**Work instructions**
Scan the records for the word "lane". Report each line where it occurs.

**Records supplied**

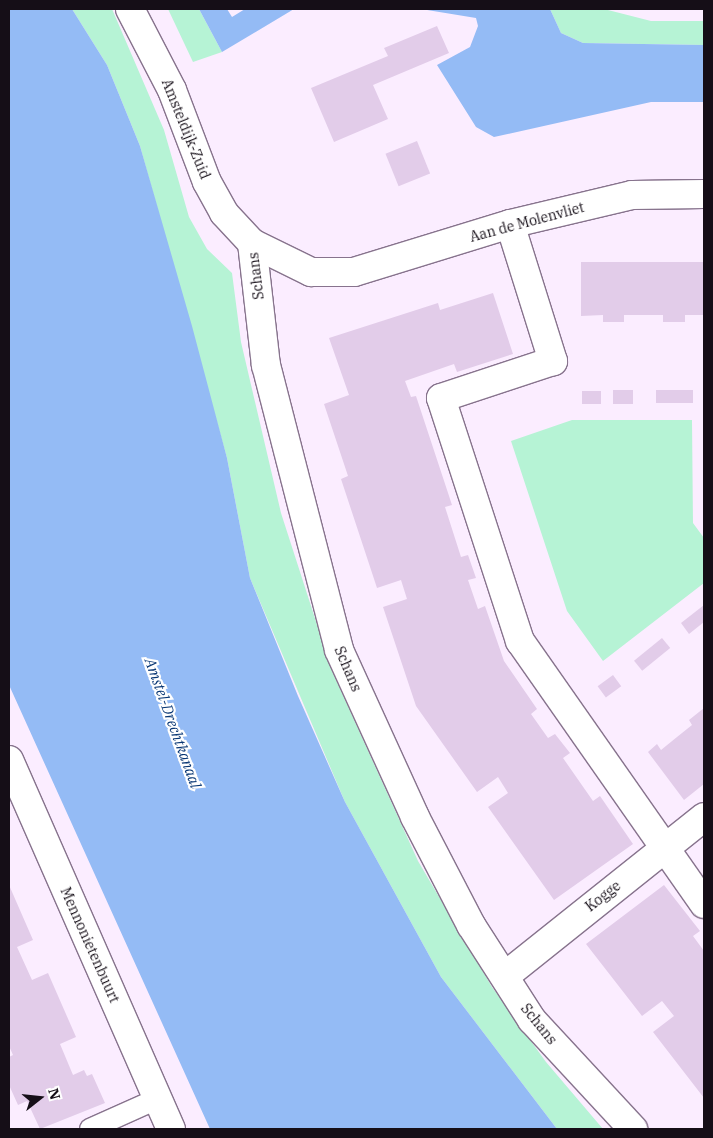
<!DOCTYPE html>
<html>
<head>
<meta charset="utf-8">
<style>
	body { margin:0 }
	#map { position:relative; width:713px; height:1138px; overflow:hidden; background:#fbedff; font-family:"IBM Plex Serif",serif }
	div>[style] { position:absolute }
	.green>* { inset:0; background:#b6f3d5 }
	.water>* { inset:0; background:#94bbf5 }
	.building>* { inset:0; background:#e2cce9; transform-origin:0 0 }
	.roads { filter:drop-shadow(1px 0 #87738d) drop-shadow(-1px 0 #87738d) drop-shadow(0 1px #87738d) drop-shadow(0 -1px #87738d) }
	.lane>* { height:20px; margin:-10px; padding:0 10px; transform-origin:10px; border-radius:10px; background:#fff }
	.street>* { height:28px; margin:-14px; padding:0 14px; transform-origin:14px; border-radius:14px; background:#fff }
	.secondary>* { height:28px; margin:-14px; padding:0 14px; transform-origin:14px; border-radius:14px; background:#fff }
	span { translate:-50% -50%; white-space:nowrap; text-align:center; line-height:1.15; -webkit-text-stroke:4.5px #fff; paint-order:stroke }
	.street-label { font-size:14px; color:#150e17 }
	.water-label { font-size:15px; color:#083674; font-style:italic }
	.frame { position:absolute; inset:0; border:10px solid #150e17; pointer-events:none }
	.north { position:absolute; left:15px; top:1073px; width:50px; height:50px; -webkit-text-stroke:4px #fff; paint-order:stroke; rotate:74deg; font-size:14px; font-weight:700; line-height:20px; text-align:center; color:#150e17 }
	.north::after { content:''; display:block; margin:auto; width:18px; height:22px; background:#150e17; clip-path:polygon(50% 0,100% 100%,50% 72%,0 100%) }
</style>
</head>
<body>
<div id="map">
	<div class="green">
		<i style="clip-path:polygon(72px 9px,112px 9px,164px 130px,189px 217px,207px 249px,232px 273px,241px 342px,281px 513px,332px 671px,418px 861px,492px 987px,546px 1062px,603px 1129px,557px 1129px,441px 977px,345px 802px,250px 578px,227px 458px,140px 146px,107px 65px)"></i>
		<i style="clip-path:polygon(168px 9px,199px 9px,222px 52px,193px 62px)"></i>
		<i style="clip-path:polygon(550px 9px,604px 9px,651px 21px,704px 21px,704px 45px,583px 43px,561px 33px)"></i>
		<i style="clip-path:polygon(572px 420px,692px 420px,693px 523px,704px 538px,704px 583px,603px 661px,567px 611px,511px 441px)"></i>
	</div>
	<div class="water">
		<i style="clip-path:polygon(9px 9px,72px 9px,107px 65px,140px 146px,192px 326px,227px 458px,250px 578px,298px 696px,345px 802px,441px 977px,557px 1129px,210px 1129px,9px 685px)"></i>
		<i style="clip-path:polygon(199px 9px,227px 9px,232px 17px,245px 9px,294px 9px,222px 52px)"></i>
		<i style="clip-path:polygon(421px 9px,550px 9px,561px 33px,583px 43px,704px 45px,704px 102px,651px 102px,494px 137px,476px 127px,437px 65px,470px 47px,478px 26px,476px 18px)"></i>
	</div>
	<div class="building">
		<i style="clip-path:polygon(437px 26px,449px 53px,373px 85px,388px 119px,334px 142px,311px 88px,388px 56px,384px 48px)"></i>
		<i style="left:417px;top:141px;width:35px;height:34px;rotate:68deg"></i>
		<i style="clip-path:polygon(581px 262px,704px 262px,704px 315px,685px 315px,685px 322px,663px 322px,663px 315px,624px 315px,624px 322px,603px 322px,603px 315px,581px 316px)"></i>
		<i style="clip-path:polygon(493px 293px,513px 354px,457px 372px,454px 364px,405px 381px,411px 397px,416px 396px,452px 505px,445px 507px,461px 557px,468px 555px,476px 578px,468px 580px,478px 609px,485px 606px,504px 661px,537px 709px,531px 714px,548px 738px,555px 734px,570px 753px,563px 758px,593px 801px,600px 796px,633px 844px,554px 900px,488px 807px,508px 793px,498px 777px,477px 792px,416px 706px,383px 607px,407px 599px,401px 580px,377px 588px,341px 479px,348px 476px,324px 404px,349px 395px,329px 338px,438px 303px,440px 310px)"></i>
		<i style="left:613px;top:390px;width:20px;height:14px"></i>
		<i style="left:656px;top:390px;width:37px;height:13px"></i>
		<i style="left:582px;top:391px;width:19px;height:13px"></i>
		<i style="clip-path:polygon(704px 605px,704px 622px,689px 634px,681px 623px)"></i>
		<i style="left:662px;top:638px;width:13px;height:36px;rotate:51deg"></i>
		<i style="left:613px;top:675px;width:14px;height:19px;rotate:54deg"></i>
		<i style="clip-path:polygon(704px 708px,704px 784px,684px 800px,648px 752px,657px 744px,661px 750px,677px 737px,692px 725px,689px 720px)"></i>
		<i style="clip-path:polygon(9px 885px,33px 940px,17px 947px,32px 980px,48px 973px,76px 1037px,60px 1044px,73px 1075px,84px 1070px,87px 1076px,92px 1074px,105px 1103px,40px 1129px,27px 1101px,18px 1105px,9px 1085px,9px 1057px,13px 1055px,9px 1046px)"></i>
		<i style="clip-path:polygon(664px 885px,700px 931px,693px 936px,704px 951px,704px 1098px,653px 1032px,674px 1016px,662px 1001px,642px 1016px,586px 944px)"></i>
	</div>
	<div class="roads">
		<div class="lane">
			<i style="left:90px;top:1129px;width:73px;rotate:-24.1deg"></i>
		</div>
		<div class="street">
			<i style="left:510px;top:224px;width:144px;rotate:72.6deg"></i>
			<i style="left:553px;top:361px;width:118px;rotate:161.7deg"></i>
			<i style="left:441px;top:398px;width:256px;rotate:72deg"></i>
			<i style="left:520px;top:641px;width:321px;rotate:55deg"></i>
			<i style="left:252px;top:243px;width:123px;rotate:83.5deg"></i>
			<i style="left:266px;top:365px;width:294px;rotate:75.6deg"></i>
			<i style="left:339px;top:650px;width:183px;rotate:65.5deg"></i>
			<i style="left:415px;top:817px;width:122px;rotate:62.6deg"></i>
			<i style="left:471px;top:925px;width:113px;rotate:57.3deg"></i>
			<i style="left:532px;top:1020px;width:149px;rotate:47.2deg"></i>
			<i style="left:9px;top:760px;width:403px;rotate:66.3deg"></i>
			<i style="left:505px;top:976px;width:255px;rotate:-38.6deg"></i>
		</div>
		<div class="secondary">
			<i style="left:130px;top:9px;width:91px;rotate:62.6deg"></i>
			<i style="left:172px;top:90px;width:98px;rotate:69.2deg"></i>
			<i style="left:207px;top:182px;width:35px;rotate:61deg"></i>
			<i style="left:224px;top:213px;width:41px;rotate:47deg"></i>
			<i style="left:252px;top:243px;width:66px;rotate:26.2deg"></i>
			<i style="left:311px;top:272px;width:43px"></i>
			<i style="left:354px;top:272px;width:163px;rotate:-17.1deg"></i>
			<i style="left:510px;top:224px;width:125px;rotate:-13.4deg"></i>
			<i style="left:632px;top:195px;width:72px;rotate:-0.8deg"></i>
		</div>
	</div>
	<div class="street-label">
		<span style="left:186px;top:129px;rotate:68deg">Amsteldijk-Zuid</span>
		<span style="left:527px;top:222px;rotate:-15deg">Aan de Molenvliet</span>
		<span style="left:256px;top:276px;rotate:-97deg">Schans</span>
		<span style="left:348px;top:669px;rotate:67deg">Schans</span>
		<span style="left:603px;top:896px;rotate:-38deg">Kogge</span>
		<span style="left:90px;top:945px;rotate:66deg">Mennonietenbuurt</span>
		<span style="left:539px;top:1024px;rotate:51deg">Schans</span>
	</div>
	<div class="water-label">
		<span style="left:173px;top:723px;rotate:70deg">Amstel-Drechtkanaal</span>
	</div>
	<div class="frame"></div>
	<div class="north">N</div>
</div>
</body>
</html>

**Solved problem**
	.lane>* { height:20px; margin:-10px; padding:0 10px; transform-origin:10px; border-radius:10px; background:#fff }
		<div class="lane">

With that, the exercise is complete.